Personal information
- Citizenship: New Zealand; United States;
- Born: Campbell McRae Wright 25 May 2002 (age 24) Rotorua, New Zealand
- Height: 1.84 m (6 ft 0 in)

Sport
- Country: New Zealand (2017–2023) United States (2023–)
- Sport: Biathlon
- Coached by: Emil Bormetti

Medal record
Men's biathlon
Representing New Zealand
Junior World Championships
| Gold medal – first place | 2023 Shchuchinsk | 10 km sprint |
Representing United States
World Championships
| Silver medal – second place | 2025 Lenzerheide | 10 km sprint |
| Silver medal – second place | 2025 Lenzerheide | 12.5 km pursuit |

= Campbell Wright =

New Zealand-American biathlete

Campbell McRae Wright (born 25 May 2002) is a New Zealand and American biathlete. He made his Biathlon World Cup debut in 2021 and represented New Zealand at the 2022 Winter Olympics in Beijing. In 2023, he became the first New Zealander and Southern Hemisphere athlete to win a medal in biathlon, after winning the 10 km sprint at the 2023 Junior World Championships. In 2025, he became the most decorated American biathlete in a single World Championship, after winning two silver medals in the Sprint and Pursuit in the 2025 Biathlon World Championships in Lenzerheide, Switzerland.

==Early life==
Born in Rotorua on 25 May 2002, Wright is one of four sons of Americans Scott and Alison Wright, who emigrated to New Zealand in 1993. Scott Wright, an audiologist, was one of the founders of Bay Audiology New Zealand, and sold his interest in the company in 2009. One of Campbell's brothers is racing cyclist Paul Wright. The family moved to the Wānaka area in 2011. Campbell Wright was educated at Mount Aspiring College.

== Career ==

=== 2016–2021: Early Career ===
Wright began cross-country skiing at Snow Farm when he was ten years old and took up biathlon in 2017. During his mid-teens he spent the Northern Hemisphere winters based in Canada, racing in age group and club competitions, and in 2017 he won the 21 km race at the Merino Muster. He competed at the Biathlon Youth World Championships in 2019, 2020 and 2021, with a best result of sixth in the sprint biathlon in 2020. He represented New Zealand at the 2020 Winter Youth Olympics, where he was the team's flagbearer at the opening ceremony, finishing fourth in the 7.5 km sprint biathlon and sixth in the 12.5 km individual biathlon events. He also competed in three cross-country skiing events at the Winter Youth Olympics.

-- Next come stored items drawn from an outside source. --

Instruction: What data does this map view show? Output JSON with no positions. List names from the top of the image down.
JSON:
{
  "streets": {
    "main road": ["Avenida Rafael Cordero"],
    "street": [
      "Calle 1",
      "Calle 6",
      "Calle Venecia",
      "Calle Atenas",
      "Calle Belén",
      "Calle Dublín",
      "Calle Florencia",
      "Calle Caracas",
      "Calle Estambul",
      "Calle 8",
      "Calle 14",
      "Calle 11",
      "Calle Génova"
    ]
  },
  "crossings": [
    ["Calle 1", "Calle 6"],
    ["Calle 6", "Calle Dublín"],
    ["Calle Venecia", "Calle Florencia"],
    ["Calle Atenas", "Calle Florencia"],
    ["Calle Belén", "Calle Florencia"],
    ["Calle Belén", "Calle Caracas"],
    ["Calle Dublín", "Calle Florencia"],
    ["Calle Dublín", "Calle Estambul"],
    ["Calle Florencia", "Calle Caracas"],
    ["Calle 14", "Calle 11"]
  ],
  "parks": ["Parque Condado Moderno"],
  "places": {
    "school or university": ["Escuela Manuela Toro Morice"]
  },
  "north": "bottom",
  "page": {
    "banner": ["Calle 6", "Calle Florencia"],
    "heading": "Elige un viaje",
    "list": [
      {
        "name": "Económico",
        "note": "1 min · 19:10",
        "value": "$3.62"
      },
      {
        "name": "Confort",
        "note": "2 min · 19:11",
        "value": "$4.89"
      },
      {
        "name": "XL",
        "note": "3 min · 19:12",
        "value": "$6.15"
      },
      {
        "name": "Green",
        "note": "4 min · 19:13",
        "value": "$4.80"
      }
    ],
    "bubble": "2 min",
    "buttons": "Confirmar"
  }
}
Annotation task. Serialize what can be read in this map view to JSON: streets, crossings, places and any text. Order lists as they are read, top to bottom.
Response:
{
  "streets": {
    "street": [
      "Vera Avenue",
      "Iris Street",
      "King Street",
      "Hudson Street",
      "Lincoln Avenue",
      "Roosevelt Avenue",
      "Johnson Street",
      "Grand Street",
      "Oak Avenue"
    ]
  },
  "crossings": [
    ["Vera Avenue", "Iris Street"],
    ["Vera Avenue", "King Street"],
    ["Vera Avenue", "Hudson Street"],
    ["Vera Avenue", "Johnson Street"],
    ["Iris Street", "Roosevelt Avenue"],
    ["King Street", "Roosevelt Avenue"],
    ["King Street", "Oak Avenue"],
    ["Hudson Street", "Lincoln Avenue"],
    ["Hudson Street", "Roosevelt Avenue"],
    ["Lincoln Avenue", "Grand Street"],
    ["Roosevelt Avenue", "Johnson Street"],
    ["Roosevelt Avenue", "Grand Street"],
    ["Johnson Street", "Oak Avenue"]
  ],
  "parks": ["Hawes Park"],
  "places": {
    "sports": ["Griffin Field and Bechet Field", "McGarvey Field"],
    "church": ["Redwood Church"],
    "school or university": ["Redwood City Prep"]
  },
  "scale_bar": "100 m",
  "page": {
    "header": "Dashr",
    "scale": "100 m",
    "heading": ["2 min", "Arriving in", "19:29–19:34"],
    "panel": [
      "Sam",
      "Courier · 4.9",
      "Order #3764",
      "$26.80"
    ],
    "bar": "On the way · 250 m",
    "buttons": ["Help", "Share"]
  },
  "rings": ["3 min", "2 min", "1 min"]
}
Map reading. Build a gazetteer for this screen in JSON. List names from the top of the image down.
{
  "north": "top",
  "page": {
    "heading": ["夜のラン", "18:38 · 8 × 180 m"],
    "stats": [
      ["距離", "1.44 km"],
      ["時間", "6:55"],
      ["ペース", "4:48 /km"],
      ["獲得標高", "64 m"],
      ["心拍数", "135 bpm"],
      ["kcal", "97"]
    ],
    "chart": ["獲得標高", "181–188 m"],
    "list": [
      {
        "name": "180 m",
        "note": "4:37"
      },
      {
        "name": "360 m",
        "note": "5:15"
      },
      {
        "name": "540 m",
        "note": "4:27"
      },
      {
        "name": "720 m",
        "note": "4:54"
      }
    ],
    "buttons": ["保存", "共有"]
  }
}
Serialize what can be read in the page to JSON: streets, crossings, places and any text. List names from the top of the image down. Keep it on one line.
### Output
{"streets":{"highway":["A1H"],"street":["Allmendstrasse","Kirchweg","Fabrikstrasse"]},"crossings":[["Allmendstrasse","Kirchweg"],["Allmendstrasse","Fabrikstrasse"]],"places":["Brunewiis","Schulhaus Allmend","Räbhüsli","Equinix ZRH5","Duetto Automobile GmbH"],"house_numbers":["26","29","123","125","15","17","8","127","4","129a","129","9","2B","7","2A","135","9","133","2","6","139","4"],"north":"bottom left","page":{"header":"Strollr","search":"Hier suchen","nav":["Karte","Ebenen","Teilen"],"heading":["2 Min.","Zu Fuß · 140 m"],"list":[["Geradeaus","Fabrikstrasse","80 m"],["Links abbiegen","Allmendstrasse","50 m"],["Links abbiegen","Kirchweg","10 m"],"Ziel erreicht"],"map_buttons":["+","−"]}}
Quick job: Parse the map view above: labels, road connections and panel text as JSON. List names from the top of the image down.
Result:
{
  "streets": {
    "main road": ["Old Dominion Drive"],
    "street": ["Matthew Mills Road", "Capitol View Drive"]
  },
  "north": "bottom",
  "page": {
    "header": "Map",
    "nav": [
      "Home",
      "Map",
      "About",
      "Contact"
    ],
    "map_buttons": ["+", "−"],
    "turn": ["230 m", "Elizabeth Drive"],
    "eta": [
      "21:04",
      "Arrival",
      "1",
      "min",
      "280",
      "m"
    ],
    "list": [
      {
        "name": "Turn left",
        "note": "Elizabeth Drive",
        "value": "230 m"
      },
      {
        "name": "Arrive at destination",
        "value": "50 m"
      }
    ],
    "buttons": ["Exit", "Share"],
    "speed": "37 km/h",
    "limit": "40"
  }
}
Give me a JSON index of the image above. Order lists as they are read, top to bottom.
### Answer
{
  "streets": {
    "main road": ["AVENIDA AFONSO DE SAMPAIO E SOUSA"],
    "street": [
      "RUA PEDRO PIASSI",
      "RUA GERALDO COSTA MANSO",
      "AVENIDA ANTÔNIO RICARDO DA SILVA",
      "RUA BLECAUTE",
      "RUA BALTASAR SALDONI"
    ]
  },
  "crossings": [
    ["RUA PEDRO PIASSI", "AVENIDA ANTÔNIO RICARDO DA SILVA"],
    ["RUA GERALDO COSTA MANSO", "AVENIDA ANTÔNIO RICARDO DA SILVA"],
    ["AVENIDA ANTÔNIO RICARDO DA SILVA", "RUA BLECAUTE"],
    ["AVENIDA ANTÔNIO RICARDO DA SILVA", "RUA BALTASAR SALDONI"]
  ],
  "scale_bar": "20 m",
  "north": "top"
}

=== 2021–2022: Senior Debut ===
Wright made his senior international debut at the IBU Cup in January 2021. The following month, he was 75th in the 10 km sprint biathlon at the 2021 Biathlon World Championships. Later that year, in November, he debuted in the Biathlon World Cup in Östersund, where he placed 40th in the sprint biathlon, becoming the second teenager in Biathlon World Cup history, after Ole Einar Bjørndalen, to score World Cup points.

In January 2022, Wright was added to the New Zealand team for the 2022 Winter Olympics in Beijing. He became the second New Zealander to compete in biathlon at a Winter Olympics. In his first event at the Olympics, the 20 km individual, he was the youngest competitor. He finished 32nd in a field of 92 athletes.

=== 2022–2023: Junior World Champion ===
During the season, Wright was coached by and traveled with the U.S. Biathlon Association.

He participated in 2022-23 Biathlon World Cup, scoring a career best in the 10 km sprint in the season opening in Kontiolahti. He later improved on this result when he ranked 20th in the 20 km Individual competition in the 2023 World Championships in Oberhof. He finished the season in the 55th place in the Overall World Cup ranking, collecting 55 points overall.

In the 2023 Junior World Championships, he won a gold medal in the 10 km sprint and became the first New Zealander and Southern Hemisphere athlete to win a medal in biathlon. He later finished 6th in the 12.5 km pursuit competition. These results also placed New Zealand at equal third in medal count in the championship, following Germany and Norway.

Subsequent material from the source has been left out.